**Supplied data**
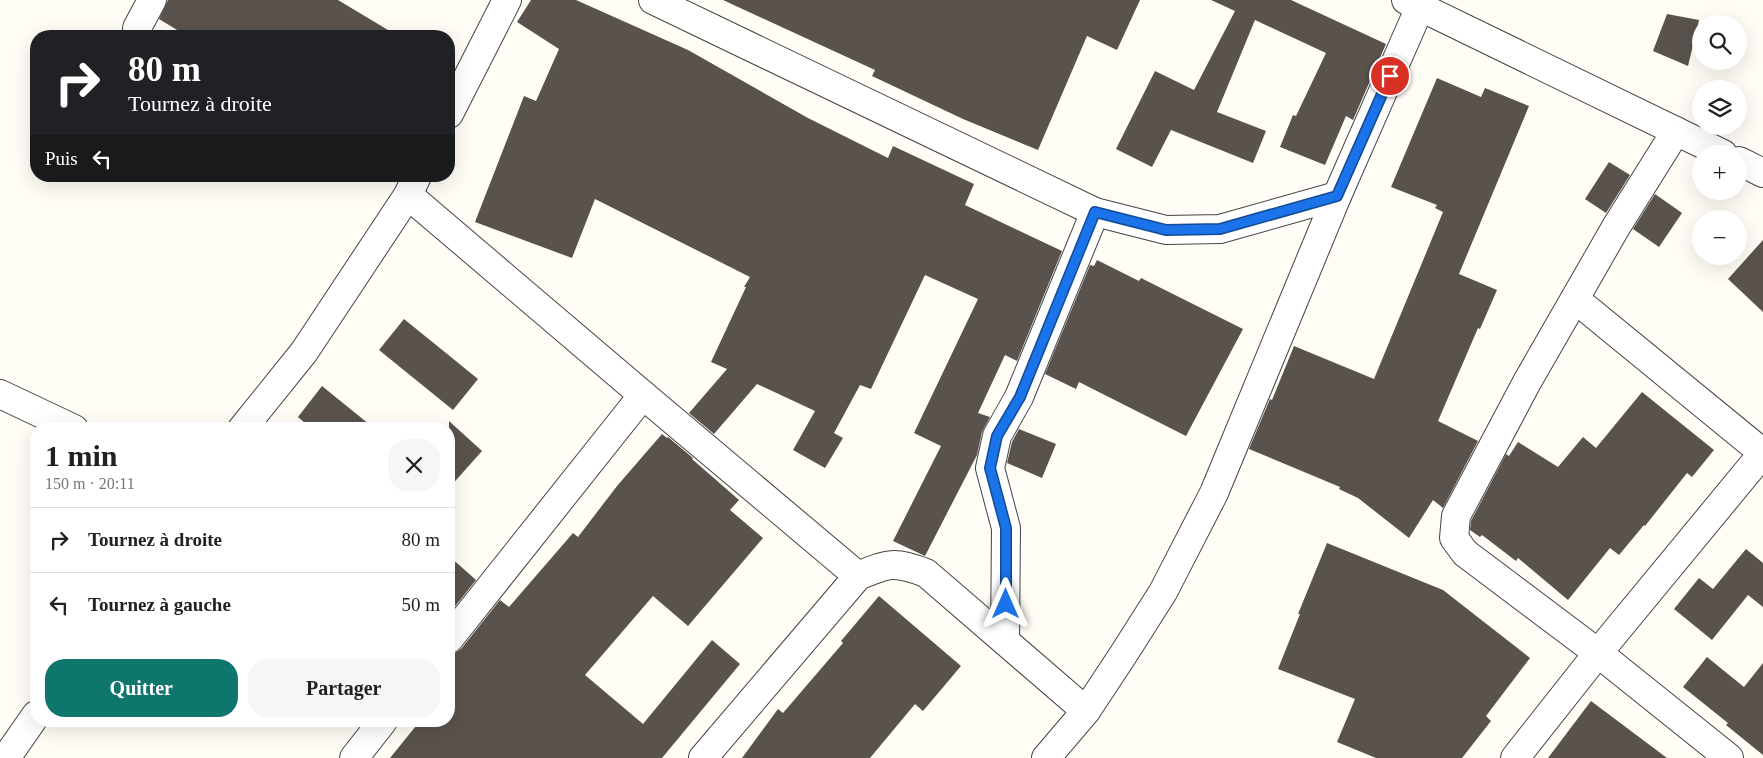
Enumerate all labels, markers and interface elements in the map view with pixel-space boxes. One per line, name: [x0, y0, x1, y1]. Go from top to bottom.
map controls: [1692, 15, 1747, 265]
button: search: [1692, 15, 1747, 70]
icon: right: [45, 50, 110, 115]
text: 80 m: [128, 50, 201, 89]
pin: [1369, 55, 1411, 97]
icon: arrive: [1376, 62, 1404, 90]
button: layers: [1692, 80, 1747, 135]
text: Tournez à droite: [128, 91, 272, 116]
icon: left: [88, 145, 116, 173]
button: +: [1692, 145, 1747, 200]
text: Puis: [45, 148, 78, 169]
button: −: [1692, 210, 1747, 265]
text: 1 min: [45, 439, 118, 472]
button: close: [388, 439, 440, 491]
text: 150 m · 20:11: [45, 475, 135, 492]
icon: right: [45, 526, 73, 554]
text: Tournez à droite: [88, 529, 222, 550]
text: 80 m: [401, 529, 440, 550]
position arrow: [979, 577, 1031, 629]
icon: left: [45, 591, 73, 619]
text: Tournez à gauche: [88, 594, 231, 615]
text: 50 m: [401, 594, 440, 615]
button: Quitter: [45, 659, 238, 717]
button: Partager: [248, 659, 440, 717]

**Work instruction**
Please reproduce the whole listing exactly; the pictures stay out.

**Exercise output**
Enumerate all labels, markers and interface elements in the map view with pixel-space boxes. One per line, name: [x0, y0, x1, y1]. Go from top to bottom.
map controls: [1692, 15, 1747, 265]
button: search: [1692, 15, 1747, 70]
icon: right: [45, 50, 110, 115]
text: 80 m: [128, 50, 201, 89]
pin: [1369, 55, 1411, 97]
icon: arrive: [1376, 62, 1404, 90]
button: layers: [1692, 80, 1747, 135]
text: Tournez à droite: [128, 91, 272, 116]
icon: left: [88, 145, 116, 173]
button: +: [1692, 145, 1747, 200]
text: Puis: [45, 148, 78, 169]
button: −: [1692, 210, 1747, 265]
text: 1 min: [45, 439, 118, 472]
button: close: [388, 439, 440, 491]
text: 150 m · 20:11: [45, 475, 135, 492]
icon: right: [45, 526, 73, 554]
text: Tournez à droite: [88, 529, 222, 550]
text: 80 m: [401, 529, 440, 550]
position arrow: [979, 577, 1031, 629]
icon: left: [45, 591, 73, 619]
text: Tournez à gauche: [88, 594, 231, 615]
text: 50 m: [401, 594, 440, 615]
button: Quitter: [45, 659, 238, 717]
button: Partager: [248, 659, 440, 717]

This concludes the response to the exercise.